*** Opening DATA ***
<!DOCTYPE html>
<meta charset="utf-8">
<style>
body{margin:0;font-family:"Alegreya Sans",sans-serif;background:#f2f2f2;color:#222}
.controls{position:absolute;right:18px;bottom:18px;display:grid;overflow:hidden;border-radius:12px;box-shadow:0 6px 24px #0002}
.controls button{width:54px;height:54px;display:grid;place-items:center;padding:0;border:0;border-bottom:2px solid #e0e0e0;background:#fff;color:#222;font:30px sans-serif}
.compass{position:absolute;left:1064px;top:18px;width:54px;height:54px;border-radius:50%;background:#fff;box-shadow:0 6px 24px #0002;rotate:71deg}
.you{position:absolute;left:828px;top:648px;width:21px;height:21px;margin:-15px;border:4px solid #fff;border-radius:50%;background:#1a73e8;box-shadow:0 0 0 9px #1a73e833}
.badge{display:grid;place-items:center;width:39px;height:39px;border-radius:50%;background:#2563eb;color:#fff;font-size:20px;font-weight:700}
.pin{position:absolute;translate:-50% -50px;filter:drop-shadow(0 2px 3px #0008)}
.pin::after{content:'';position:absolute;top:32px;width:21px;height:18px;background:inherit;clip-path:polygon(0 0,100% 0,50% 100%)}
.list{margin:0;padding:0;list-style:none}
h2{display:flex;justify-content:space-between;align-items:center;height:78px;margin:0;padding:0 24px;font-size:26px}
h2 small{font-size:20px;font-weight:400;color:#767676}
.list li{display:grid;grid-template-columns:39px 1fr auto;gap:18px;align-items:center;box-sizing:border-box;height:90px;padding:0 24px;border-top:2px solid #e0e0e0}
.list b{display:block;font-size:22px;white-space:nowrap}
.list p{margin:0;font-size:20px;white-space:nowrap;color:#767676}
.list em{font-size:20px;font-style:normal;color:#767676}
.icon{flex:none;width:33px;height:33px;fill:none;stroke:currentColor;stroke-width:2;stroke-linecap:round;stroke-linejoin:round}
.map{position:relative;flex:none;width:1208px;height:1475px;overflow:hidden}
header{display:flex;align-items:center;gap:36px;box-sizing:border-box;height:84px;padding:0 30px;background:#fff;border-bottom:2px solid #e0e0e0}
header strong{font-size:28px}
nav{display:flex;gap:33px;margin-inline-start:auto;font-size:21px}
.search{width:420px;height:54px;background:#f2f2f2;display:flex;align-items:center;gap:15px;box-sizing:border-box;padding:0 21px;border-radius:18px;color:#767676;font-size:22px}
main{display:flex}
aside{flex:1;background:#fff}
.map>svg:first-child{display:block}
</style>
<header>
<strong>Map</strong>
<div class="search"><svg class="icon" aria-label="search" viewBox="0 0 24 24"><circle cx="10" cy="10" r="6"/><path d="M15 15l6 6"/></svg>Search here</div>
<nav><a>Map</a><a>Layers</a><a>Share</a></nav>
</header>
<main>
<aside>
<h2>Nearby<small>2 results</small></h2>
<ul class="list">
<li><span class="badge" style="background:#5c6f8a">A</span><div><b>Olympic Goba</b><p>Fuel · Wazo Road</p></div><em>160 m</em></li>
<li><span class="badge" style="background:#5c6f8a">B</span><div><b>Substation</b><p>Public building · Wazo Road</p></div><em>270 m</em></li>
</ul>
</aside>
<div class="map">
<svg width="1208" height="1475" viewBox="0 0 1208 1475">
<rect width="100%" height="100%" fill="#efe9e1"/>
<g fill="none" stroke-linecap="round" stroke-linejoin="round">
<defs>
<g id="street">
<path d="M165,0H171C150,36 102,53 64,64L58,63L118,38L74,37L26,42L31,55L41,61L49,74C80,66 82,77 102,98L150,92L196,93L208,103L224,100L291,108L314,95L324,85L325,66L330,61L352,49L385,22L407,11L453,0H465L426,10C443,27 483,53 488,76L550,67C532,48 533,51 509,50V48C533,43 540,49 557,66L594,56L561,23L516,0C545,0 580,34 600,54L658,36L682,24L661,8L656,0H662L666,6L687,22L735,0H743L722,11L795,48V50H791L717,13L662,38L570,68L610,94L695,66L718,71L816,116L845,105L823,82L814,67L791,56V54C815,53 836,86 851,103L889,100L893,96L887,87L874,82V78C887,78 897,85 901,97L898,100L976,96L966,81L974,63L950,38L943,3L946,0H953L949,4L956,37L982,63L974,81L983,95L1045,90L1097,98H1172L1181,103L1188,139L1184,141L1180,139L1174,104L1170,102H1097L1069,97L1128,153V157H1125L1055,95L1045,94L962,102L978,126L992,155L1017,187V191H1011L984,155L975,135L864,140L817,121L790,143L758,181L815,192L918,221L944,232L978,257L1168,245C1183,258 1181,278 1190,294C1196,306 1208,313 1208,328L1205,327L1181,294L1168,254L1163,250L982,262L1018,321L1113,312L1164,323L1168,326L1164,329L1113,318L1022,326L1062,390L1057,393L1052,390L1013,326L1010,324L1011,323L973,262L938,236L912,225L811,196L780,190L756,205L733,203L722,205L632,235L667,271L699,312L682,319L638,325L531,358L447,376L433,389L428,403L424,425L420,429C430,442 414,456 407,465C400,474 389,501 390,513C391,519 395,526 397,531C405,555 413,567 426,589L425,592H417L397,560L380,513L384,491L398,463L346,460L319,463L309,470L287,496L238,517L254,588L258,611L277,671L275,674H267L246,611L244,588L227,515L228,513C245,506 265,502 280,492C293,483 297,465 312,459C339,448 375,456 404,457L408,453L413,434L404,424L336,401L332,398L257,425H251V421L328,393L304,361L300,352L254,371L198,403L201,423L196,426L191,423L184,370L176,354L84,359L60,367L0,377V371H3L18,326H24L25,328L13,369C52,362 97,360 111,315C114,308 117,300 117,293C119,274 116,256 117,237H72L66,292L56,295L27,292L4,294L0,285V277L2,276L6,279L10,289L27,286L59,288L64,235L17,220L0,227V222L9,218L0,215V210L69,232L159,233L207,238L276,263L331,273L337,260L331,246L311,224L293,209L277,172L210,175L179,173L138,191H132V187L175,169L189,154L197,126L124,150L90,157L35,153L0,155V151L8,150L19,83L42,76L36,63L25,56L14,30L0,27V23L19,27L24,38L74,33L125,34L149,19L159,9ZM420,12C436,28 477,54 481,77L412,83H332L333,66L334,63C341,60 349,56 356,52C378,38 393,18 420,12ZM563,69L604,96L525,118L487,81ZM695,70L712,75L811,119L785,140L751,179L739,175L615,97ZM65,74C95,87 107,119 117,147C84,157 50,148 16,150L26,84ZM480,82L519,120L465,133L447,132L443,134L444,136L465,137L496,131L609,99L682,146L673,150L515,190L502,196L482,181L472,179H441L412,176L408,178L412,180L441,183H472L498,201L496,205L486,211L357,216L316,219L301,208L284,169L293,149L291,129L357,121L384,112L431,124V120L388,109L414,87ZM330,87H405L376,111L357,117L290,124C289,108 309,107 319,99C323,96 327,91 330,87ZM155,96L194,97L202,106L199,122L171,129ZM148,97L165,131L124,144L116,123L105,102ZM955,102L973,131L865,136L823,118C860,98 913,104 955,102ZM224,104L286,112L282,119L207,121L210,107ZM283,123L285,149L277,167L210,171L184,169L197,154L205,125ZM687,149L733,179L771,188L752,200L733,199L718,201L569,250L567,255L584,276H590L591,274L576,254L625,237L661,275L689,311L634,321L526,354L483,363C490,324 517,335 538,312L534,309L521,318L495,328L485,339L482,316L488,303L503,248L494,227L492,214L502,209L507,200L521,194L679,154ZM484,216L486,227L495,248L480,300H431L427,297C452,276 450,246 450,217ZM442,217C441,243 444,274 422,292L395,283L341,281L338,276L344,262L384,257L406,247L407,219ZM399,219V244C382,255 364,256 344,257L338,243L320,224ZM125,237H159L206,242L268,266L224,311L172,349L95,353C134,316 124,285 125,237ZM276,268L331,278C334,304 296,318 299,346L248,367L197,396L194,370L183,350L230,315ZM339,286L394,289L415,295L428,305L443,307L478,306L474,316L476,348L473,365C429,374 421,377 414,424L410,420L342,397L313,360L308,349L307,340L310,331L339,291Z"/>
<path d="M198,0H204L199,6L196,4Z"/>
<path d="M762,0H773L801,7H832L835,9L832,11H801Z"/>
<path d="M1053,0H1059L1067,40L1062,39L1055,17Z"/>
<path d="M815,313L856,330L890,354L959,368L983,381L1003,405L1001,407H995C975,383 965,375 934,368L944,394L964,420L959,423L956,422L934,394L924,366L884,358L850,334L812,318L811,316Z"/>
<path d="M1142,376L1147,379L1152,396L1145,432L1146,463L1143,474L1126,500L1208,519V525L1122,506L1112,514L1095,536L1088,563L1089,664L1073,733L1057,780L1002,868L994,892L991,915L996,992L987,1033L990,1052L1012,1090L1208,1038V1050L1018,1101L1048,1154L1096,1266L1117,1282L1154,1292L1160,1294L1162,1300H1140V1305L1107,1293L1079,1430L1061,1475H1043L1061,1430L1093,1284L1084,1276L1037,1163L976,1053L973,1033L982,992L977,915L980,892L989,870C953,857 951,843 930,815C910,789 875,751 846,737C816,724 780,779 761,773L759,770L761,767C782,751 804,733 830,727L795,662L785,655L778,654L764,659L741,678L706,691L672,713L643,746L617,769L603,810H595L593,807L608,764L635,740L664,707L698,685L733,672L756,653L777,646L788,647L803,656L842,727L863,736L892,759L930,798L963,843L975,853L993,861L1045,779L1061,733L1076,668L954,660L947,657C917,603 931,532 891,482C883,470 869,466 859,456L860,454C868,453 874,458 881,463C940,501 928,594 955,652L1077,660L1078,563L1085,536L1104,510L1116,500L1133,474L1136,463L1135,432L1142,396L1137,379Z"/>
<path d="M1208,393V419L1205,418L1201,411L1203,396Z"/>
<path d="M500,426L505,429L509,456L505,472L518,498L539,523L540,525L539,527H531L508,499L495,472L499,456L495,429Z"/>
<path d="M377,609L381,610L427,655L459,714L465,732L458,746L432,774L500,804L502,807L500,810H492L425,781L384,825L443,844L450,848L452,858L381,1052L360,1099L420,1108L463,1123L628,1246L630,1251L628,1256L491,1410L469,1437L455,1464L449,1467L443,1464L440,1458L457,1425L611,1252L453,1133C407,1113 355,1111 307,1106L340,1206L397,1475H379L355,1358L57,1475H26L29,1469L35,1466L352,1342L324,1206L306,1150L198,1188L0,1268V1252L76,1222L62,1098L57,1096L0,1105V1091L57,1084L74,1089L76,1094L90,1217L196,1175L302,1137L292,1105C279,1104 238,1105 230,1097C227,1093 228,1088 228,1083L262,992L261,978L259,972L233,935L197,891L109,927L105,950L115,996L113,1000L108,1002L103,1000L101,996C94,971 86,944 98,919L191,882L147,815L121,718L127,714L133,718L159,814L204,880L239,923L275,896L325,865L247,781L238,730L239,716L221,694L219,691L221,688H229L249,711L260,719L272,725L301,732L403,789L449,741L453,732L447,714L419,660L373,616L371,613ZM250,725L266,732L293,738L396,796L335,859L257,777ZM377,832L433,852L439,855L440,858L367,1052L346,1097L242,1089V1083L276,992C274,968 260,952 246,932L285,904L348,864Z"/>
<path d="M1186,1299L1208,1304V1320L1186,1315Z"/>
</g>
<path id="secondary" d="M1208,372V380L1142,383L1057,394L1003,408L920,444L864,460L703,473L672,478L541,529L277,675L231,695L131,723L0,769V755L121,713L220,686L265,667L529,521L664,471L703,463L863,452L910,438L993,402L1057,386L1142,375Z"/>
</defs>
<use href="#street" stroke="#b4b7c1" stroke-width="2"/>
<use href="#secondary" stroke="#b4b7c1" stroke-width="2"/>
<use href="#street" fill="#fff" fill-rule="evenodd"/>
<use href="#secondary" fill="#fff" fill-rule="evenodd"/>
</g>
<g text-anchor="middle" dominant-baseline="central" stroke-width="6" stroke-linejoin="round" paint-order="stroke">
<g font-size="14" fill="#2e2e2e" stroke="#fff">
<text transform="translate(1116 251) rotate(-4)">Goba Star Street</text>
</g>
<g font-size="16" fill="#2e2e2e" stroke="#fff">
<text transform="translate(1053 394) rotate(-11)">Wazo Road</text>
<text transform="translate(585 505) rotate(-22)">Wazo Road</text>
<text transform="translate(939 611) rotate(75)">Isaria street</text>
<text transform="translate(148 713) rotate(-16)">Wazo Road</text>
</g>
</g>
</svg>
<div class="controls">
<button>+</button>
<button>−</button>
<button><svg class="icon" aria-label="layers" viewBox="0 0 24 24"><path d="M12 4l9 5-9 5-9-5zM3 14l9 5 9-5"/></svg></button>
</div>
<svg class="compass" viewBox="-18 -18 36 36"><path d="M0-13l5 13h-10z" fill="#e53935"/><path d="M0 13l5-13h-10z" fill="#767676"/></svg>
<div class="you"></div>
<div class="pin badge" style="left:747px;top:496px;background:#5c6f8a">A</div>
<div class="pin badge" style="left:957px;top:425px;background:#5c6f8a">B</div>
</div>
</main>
*** Closing DATA ***
*** Opening DATA ***
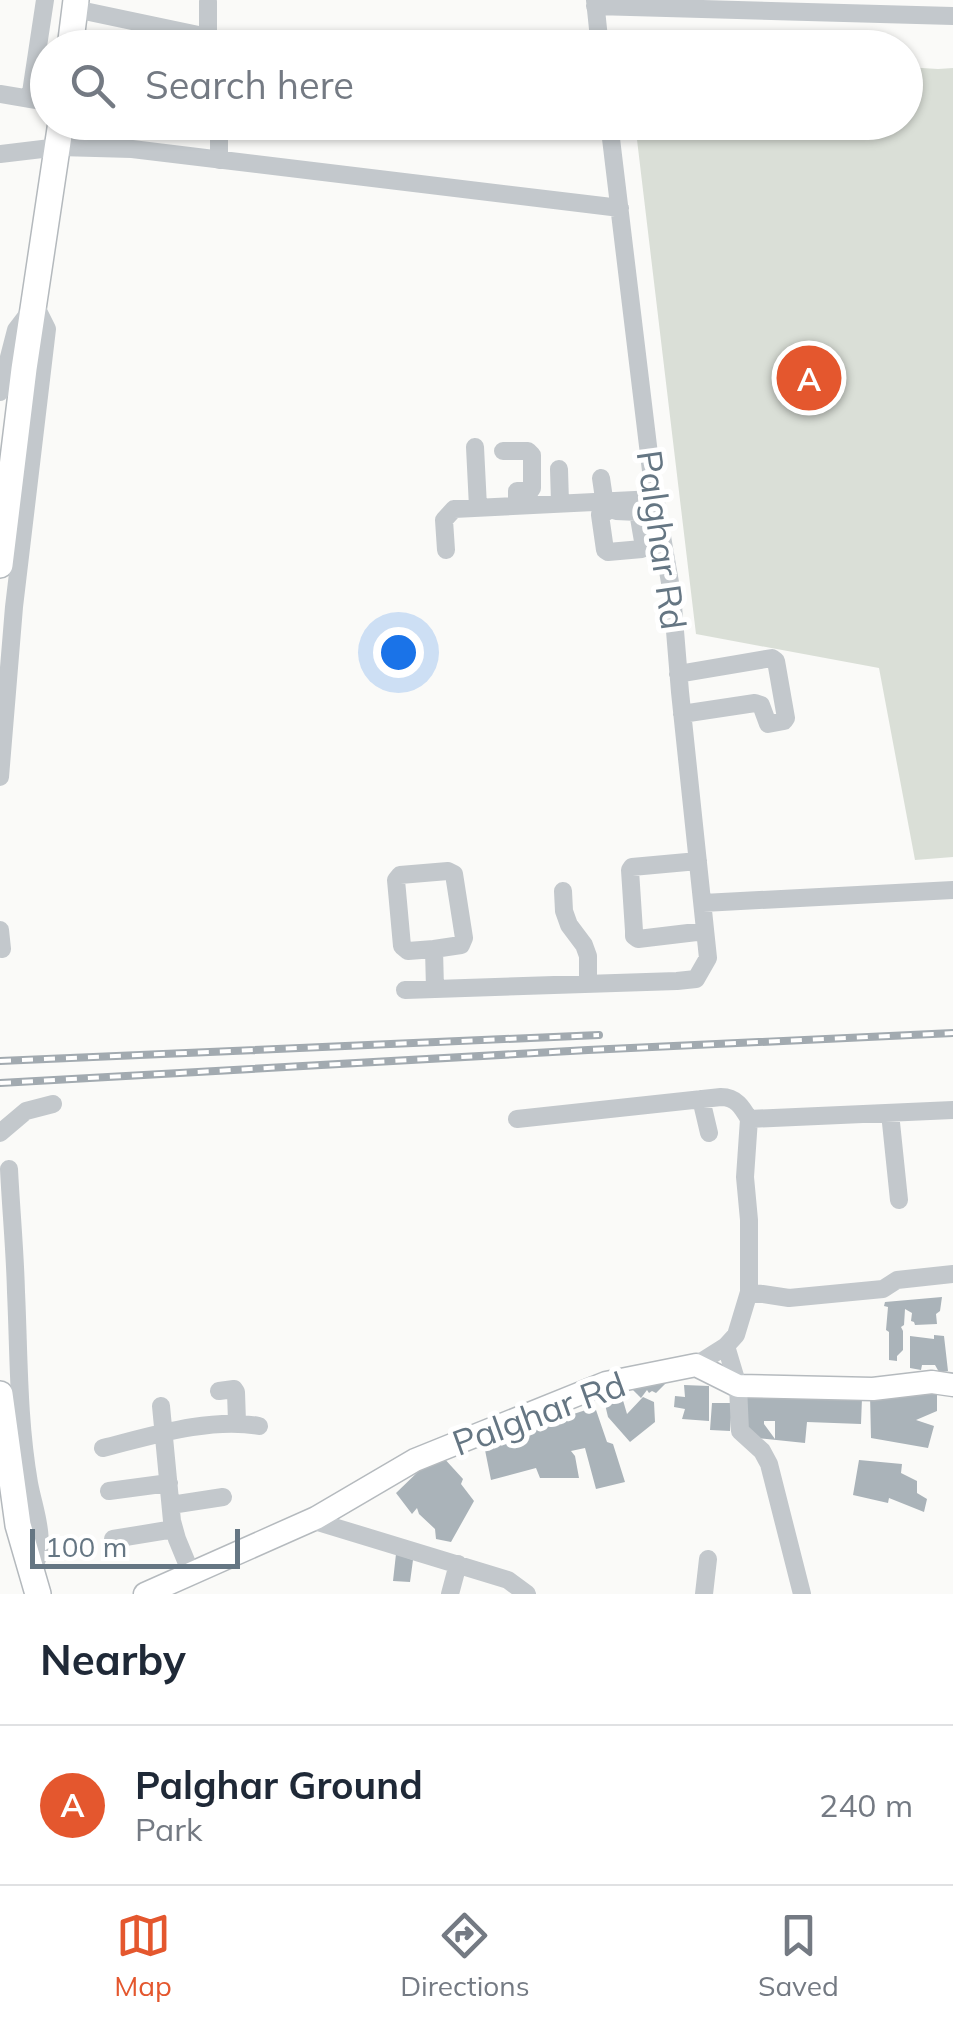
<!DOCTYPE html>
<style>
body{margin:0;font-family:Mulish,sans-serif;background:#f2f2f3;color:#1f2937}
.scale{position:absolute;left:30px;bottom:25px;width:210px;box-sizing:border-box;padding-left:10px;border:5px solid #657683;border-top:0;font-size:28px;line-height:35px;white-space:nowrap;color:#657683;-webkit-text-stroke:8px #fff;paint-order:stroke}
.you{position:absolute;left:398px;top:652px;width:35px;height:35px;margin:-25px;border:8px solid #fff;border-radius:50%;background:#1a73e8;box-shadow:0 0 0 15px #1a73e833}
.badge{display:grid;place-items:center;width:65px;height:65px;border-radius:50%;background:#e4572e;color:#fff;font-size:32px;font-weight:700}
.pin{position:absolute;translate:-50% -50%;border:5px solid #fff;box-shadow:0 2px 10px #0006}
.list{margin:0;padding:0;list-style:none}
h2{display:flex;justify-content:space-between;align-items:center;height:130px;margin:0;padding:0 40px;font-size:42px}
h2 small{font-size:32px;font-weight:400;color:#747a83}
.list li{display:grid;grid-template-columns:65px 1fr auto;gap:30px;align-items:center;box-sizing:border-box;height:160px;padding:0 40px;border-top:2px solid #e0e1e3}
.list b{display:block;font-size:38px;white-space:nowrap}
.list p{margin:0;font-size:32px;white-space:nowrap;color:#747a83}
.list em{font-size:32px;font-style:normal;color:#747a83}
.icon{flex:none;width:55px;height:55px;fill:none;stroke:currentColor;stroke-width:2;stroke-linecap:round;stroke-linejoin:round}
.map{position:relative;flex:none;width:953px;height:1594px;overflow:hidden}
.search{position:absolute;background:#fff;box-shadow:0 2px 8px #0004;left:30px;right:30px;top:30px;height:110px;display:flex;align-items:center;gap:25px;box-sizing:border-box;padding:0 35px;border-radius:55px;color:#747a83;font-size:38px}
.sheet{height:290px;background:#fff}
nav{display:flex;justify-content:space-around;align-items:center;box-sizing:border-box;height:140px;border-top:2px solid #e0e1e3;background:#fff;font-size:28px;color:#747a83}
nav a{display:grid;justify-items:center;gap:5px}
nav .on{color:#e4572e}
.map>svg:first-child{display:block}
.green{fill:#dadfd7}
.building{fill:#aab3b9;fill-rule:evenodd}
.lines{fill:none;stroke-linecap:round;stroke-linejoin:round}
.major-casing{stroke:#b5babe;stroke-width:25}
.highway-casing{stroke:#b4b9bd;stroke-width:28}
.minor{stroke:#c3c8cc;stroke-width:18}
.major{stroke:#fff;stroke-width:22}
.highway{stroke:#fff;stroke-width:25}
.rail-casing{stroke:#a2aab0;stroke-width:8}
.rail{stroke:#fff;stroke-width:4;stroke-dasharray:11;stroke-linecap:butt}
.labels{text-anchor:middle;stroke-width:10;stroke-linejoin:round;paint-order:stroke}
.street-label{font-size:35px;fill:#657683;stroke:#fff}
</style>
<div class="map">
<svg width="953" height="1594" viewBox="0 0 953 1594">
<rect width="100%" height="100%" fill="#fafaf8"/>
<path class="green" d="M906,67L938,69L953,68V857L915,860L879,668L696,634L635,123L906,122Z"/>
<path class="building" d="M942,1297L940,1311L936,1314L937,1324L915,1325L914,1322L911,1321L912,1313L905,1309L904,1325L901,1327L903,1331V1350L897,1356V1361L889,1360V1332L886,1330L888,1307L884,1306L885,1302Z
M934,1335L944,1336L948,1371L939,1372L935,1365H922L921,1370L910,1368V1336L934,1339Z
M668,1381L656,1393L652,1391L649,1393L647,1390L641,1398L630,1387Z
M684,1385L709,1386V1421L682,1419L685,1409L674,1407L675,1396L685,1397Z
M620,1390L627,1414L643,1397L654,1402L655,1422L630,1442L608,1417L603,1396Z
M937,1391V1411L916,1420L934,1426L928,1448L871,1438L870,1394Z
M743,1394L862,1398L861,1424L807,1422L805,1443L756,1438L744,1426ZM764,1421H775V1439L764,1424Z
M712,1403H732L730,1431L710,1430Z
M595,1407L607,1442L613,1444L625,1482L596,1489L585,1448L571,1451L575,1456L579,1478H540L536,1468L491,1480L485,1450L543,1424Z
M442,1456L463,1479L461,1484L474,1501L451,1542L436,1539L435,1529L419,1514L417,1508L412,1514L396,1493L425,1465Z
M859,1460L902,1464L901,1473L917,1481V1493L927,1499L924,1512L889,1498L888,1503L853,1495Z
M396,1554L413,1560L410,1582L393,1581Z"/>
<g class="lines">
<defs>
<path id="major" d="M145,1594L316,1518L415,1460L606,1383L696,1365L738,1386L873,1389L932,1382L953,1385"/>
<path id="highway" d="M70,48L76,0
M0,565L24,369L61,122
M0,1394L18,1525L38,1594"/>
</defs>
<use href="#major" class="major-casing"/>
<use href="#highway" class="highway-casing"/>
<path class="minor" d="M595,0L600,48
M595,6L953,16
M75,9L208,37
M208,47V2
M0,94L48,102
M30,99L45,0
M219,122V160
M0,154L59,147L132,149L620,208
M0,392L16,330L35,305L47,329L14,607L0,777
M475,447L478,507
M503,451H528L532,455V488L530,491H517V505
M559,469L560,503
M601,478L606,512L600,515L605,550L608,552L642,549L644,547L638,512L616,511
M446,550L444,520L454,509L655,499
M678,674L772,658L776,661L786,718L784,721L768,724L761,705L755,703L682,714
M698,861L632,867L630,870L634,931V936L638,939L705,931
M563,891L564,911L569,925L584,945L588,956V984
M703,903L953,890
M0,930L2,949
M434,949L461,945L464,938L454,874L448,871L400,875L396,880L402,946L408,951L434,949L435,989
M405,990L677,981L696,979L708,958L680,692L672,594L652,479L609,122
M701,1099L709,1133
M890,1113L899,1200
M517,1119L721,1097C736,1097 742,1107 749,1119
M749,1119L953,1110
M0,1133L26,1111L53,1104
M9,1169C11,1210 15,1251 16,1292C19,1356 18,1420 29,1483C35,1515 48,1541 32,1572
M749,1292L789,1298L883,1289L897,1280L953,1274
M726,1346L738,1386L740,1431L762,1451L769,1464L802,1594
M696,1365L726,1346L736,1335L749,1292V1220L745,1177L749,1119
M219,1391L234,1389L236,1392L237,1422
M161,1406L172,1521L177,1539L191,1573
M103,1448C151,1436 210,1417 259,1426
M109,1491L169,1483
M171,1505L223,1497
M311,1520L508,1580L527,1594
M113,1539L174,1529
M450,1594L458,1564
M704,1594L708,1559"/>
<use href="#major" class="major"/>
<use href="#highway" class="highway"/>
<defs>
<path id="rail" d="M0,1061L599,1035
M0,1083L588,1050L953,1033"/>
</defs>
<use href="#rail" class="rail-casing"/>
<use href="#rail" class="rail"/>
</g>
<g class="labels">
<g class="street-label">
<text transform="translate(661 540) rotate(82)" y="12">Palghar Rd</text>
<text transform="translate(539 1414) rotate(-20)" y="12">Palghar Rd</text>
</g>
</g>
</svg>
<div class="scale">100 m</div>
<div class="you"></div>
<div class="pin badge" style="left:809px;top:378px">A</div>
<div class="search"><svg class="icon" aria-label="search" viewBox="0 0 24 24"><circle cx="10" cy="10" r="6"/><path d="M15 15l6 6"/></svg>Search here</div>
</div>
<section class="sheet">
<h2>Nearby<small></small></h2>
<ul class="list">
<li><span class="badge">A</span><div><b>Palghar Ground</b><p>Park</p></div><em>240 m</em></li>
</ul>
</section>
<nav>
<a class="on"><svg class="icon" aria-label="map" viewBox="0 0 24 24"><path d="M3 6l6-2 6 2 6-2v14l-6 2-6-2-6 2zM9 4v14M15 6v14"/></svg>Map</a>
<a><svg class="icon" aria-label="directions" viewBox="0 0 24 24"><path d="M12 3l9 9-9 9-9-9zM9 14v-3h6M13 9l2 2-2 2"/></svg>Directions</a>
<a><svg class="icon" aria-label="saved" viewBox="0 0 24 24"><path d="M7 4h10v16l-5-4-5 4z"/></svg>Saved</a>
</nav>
*** Closing DATA ***
◆ PROMPT
The answer must consist of every line in the records above that contains the word "compass".

◆ SOLVED PROBLEM
.compass{position:absolute;left:1064px;top:18px;width:54px;height:54px;border-radius:50%;background:#fff;box-shadow:0 6px 24px #0002;rotate:71deg}
<svg class="compass" viewBox="-18 -18 36 36"><path d="M0-13l5 13h-10z" fill="#e53935"/><path d="M0 13l5-13h-10z" fill="#767676"/></svg>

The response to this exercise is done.